1) A ré é uma empresa que se dedica à actividade de comercialização de materiais de construção.

2) Em 9 de Março de 2011 o autor foi admitido ao serviço da ré mediante contrato de trabalho por tempo indeterminado, pelo qual prestaria a actividade de fiel de armazém, mediante retribuição mensal de € 589,29.

3) O local de trabalho do autor era nas instalações da ré, localizadas no (…), sito na freguesia do Cabo da Praia, concelho da Praia da Vitória.

4) Em 10 de Novembro de 2014 o autor foi vítima de acidente de trabalho, tendo-lhe sido atribuída uma incapacidade permanente parcial para o trabalho de 25%, referindo-se esta à mobilidade/limitações de utilização da mão e braço direitos e sendo o autor destro.

5) Após a alta clínica o autor regressou ao trabalho, tendo-lhe sido comunicado, a 19 de Outubro de 2015, que nos termos e para os efeitos do disposto na alínea b) do artº 343º do Código do Trabalho, vimos pela presente comunicar a caducidade do contrato de trabalho celebrado entre V.Exª. e a nossa empresa, em 09/03/2011, com efeitos na presente data. Com efeito, segundo a informação da Médica do Trabalho, V.Exª. foi considerado inapto definitivamente para o exercício das suas funções actuais e de todas as outras que impliquem a utilização do seu braço direito, sendo que a empresa não tem disponíveis quaisquer outras tarefas ou postos de trabalho que se adeqúem à sua incapacidade. Serão processadas todas as contas conforme estabelecido na lei.

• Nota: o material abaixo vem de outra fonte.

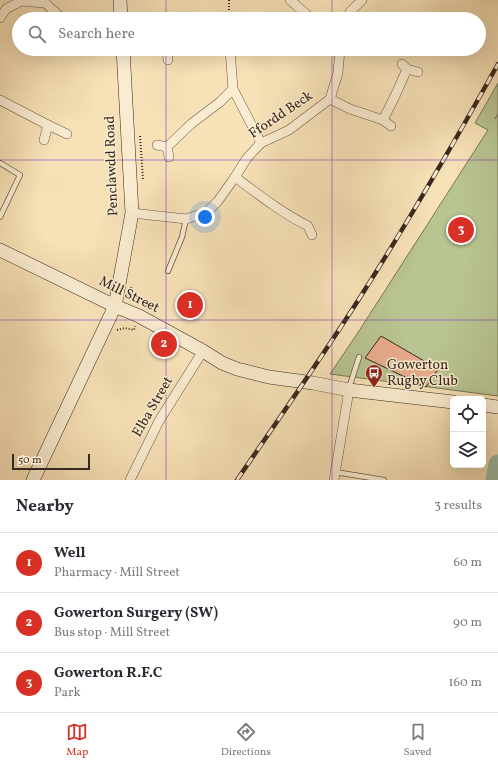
<!DOCTYPE html>
<meta charset="utf-8">
<style>
:root{--surface:#fff;--page:#f2f2f3;--text:#2b2b33;--muted:#7c7c81;--line:#e1e1e2;--accent:#d93025}
body{margin:0;font-family:Vollkorn,serif;background:var(--page);color:var(--text)}
.controls{position:absolute;right:12px;bottom:12px;display:grid;overflow:hidden;border-radius:6px;box-shadow:0 4px 16px #0002}
.controls button{width:36px;height:36px;display:grid;place-items:center;padding:0;border:0;border-bottom:1px solid var(--line);background:var(--surface);color:var(--text);font:20px sans-serif}
.scale{position:absolute;left:12px;bottom:10px;width:78px;box-sizing:border-box;padding-left:4px;border:2px solid #39281e;border-top:0;font-size:11px;line-height:14px;white-space:nowrap;color:#39281e;-webkit-text-stroke:3px #faecd0;paint-order:stroke}
.you{position:absolute;left:205px;top:217px;width:14px;height:14px;margin:-10px;border:3px solid #fff;border-radius:50%;background:#1a73e8;box-shadow:0 0 0 6px #1a73e833}
.badge{display:grid;place-items:center;width:26px;height:26px;border-radius:50%;background:var(--accent);color:#fff;font-size:13px;font-weight:700}
.pin{position:absolute;translate:-50% -50%;border:2px solid #fff;box-shadow:0 1px 4px #0006}
.list{margin:0;padding:0;list-style:none}
h2{display:flex;justify-content:space-between;align-items:center;height:52px;margin:0;padding:0 16px;font-size:17px}
h2 small{font-size:13px;font-weight:400;color:var(--muted)}
.list li{display:grid;grid-template-columns:26px 1fr auto;gap:12px;align-items:center;box-sizing:border-box;height:60px;padding:0 16px;border-top:1px solid var(--line)}
.list b{display:block;font-size:15px;white-space:nowrap}
.list p{margin:0;font-size:13px;white-space:nowrap;color:var(--muted)}
.list em{font-size:13px;font-style:normal;color:var(--muted)}
.icon{flex:none;width:22px;height:22px;fill:none;stroke:currentColor;stroke-width:2;stroke-linecap:round;stroke-linejoin:round}
.map{position:relative;flex:none;width:498px;height:480px;overflow:hidden}
.search{position:absolute;background:var(--surface);box-shadow:0 4px 16px #0002;left:12px;right:12px;top:12px;height:44px;display:flex;align-items:center;gap:10px;box-sizing:border-box;padding:0 14px;border-radius:22px;color:var(--muted);font-size:15px}
.sheet{height:232px;background:var(--surface)}
nav{display:flex;justify-content:space-around;align-items:center;box-sizing:border-box;height:56px;border-top:1px solid var(--line);background:var(--surface);font-size:11px;color:var(--muted)}
nav a{display:grid;justify-items:center;gap:2px}
nav .on{color:var(--accent)}
.map>svg:first-child{display:block}
.green{fill:#b8c492;stroke:#787658}
.lines{fill:none;stroke-linecap:round;stroke-linejoin:round}
.river{stroke:#9ebeab;stroke-width:19}
.building{fill:#e7ac8c;stroke:#39281e}
.lane-casing{stroke:#685644;stroke-width:6}
.street-casing{stroke:#685644;stroke-width:10}
.secondary-casing{stroke:#39281e;stroke-width:14}
.path{stroke:#39281e;stroke-width:2;stroke-dasharray:1 2;stroke-linecap:butt}
.lane{stroke:#faecd0;stroke-width:4.5}
.street{stroke:#faecd0;stroke-width:9}
.secondary{stroke:#faecd0;stroke-width:13}
.rail-casing{stroke:#39281e;stroke-width:4.5}
.rail{stroke:#faecd0;stroke-width:3;stroke-dasharray:9;stroke-linecap:butt}
.grid{fill:none;stroke:#7b2cbf;stroke-width:1;stroke-opacity:0.55}
.labels{text-anchor:middle;dominant-baseline:central;stroke-width:3;stroke-linejoin:round;paint-order:stroke}
.street-label{font-size:14px;fill:#39281e;stroke:#faecd0}
.poi-label{font-size:14px;fill:#39281e;stroke:#faecd0;text-anchor:start}
</style>
<div class="map">
<svg width="498" height="480" viewBox="0 0 498 480">
<rect width="100%" height="100%" fill="#f7e1b7"/>
<filter id="stains"><feTurbulence type="fractalNoise" baseFrequency=".005" numOctaves="4"/><feColorMatrix values="0 0 0 0 .2 0 0 0 0 .09 0 0 0 0 .02 0 0 0 .5 -.17"/></filter>
<radialGradient id="worn" r=".72"><stop offset=".6" stop-color="#630" stop-opacity="0"/><stop offset="1" stop-color="#630" stop-opacity=".3"/></radialGradient>
<path class="green" d="M498 83V113L495 119 498 115V396L330 374 359 331 488 130 475 123Z"/>
<g class="lines">
<path class="river" d="M495 480 498 464"/>
</g>
<path class="building" d="M381 336 438 369 426 387 365 358Z"/>
<g class="lines">
<defs>
<g id="lane">
<path d="M0 163 20 175 0 217"/>
<path d="M168 271 182 237 186 219"/>
<path d="M349 388 359 357"/>
<path d="M335 472 384 480"/>
</g>
<g id="street">
<path d="M290 0 312 19"/>
<path d="M0 18 6 9 21 1 45 3 63 19"/>
<path d="M348 19 350 12 362 0"/>
<path d="M167 49 168 60"/>
<path d="M230 49 233 89 261 143"/>
<path d="M402 64 407 69 418 72"/>
<path d="M330 99 350 109 383 120 391 126"/>
<path d="M0 100 48 125 67 134"/>
<path d="M383 120 396 94 407 69"/>
<path d="M44 140 48 125"/>
<path d="M157 145 167 147 191 124 220 102 233 89"/>
<path d="M167 147 169 157"/>
<path d="M235 177C259 195 282 213 308 226L312 235"/>
<path d="M132 213 186 219 207 212 218 201 235 177 247 158 261 143 289 130 330 99 338 73 340 49"/>
<path d="M130 480 159 421 203 351"/>
<path d="M334 480 349 390"/>
</g>
<g id="secondary">
<path d="M120 0 121 19"/>
<path d="M0 250 115 306 139 316 203 351 222 363 237 369 269 377 313 383 349 390 453 402"/>
<path d="M483 405 498 407"/>
<path d="M33 480 115 306 132 213 123 49"/>
</g>
</defs>
<use href="#lane" class="lane-casing"/>
<use href="#street" class="street-casing"/>
<use href="#secondary" class="secondary-casing"/>
<g class="path">
<path d="M229 0V19"/>
<path d="M140 136 143 179"/>
<path d="M131 287C132 295 137 299 144 303L143 307"/>
<path d="M117 330 125 328 134 330 135 326"/>
</g>
<use href="#lane" class="lane"/>
<use href="#street" class="street"/>
<use href="#secondary" class="secondary"/>
<defs>
<path id="rail" d="M237 480C278 420 320 360 359 299 408 222 454 143 498 64"/>
</defs>
<use href="#rail" class="rail-casing"/>
<use href="#rail" class="rail"/>
</g>
<path class="grid" d="M166 0V19M332 0V19M166 49V480M332 49V480M0 160H498M0 320H498"/>
<defs>
<symbol id="bus-pin" viewBox="-11 -11 22 30"><path d="M0 17L-7.5 6A9.5 9.5 0 1 1 7.5 6Z" fill="#8f2418" stroke="#faecd0"/><path d="M-5-6H5V4H4V6H2V4H-2V6H-4V4H-5ZM-3.5-4V0h7V-4ZM-3.5 1.2v1.5H-2V1.2ZM2 1.2v1.5H3.5V1.2Z" fill="#fff"/></symbol>
</defs>
<g fill-rule="evenodd">
<use href="#bus-pin" x="364" y="363" width="20" height="27"/>
</g>
<g class="labels">
<g class="street-label">
<text transform="translate(281 115) rotate(-34)">Ffordd Beck</text>
<text transform="translate(112 166) rotate(-92)">Penclawdd Road</text>
<text transform="translate(129 295) rotate(26)">Mill Street</text>
<text transform="translate(153 407) rotate(-60)">Elba Street</text>
</g>
<g class="poi-label">
<text x="387" y="365">Gowerton<tspan x="387" dy="16">Rugby Club</tspan></text>
</g>
</g>
<rect width="100%" height="100%" filter="url(#stains)"/>
<rect width="100%" height="100%" fill="url(#worn)"/>
</svg>
<div class="controls">
<button><svg class="icon" aria-label="locate" viewBox="0 0 24 24"><circle cx="12" cy="12" r="6"/><path d="M12 2v4M12 18v4M2 12h4M18 12h4"/></svg></button>
<button><svg class="icon" aria-label="layers" viewBox="0 0 24 24"><path d="M12 4l9 5-9 5-9-5zM3 14l9 5 9-5"/></svg></button>
</div>
<div class="scale">50 m</div>
<div class="you"></div>
<div class="pin badge" style="left:190px;top:305px">1</div>
<div class="pin badge" style="left:164px;top:344px">2</div>
<div class="pin badge" style="left:461px;top:230px">3</div>
<div class="search"><svg class="icon" aria-label="search" viewBox="0 0 24 24"><circle cx="10" cy="10" r="6"/><path d="M15 15l6 6"/></svg>Search here</div>
</div>
<section class="sheet">
<h2>Nearby<small>3 results</small></h2>
<ul class="list">
<li><span class="badge">1</span><div><b>Well</b><p>Pharmacy · Mill Street</p></div><em>60 m</em></li>
<li><span class="badge">2</span><div><b>Gowerton Surgery (SW)</b><p>Bus stop · Mill Street</p></div><em>90 m</em></li>
<li><span class="badge">3</span><div><b>Gowerton R.F.C</b><p>Park</p></div><em>160 m</em></li>
</ul>
</section>
<nav>
<a class="on"><svg class="icon" aria-label="map" viewBox="0 0 24 24"><path d="M3 6l6-2 6 2 6-2v14l-6 2-6-2-6 2zM9 4v14M15 6v14"/></svg>Map</a>
<a><svg class="icon" aria-label="directions" viewBox="0 0 24 24"><path d="M12 3l9 9-9 9-9-9zM9 14v-3h6M13 9l2 2-2 2"/></svg>Directions</a>
<a><svg class="icon" aria-label="saved" viewBox="0 0 24 24"><path d="M7 4h10v16l-5-4-5 4z"/></svg>Saved</a>
</nav>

6) E fê-lo sem que previamente tenha havido confirmação por parte da Direcção Regional do Emprego e Qualificação Profissional ou da Inspecção Regional do Trabalho, da impossibilidade de assegurar a ocupação e função compatível com o estado do autor.

7) Após o regresso ao trabalho o autor recusava-se a exercer várias tarefas, inclusive ajudar a colega (…) a furar documentos para posterior arquivo tarefa que, segundo o próprio, lhe causava dores.

8) Até lhe ser comunicada a caducidade do contrato de trabalho o autor passava os dias no escritório a fazer companhia aos colegas e pouco ou nada fazia, nem se disponibilizava para qualquer tarefa.

9) A ré não dispunha na altura e não dispõe actualmente de quaisquer tarefas ou postos de trabalho que se adeqúem à sua incapacidade, nem na delegação da Ilha Terceira, nem na sede em S. Miguel, onde se verificou um decréscimo no seu quadro de pessoal, motivado pela forte recessão que o sector da construção civil atravessou e ainda atravessa.

10) A 11 de Janeiro de 2016 a ré comunicou à Inspecção Regional do Trabalho a impossibilidade de assegurar ocupação e função compatível com o estado do trabalhador.

11) Como fiel de armazém da ré incumbia ao autor, designadamente, recepcionar mercadorias, arrumar mercadorias, servir os clientes, carregar os caros, usar o empilhador, entregar materiais, etc.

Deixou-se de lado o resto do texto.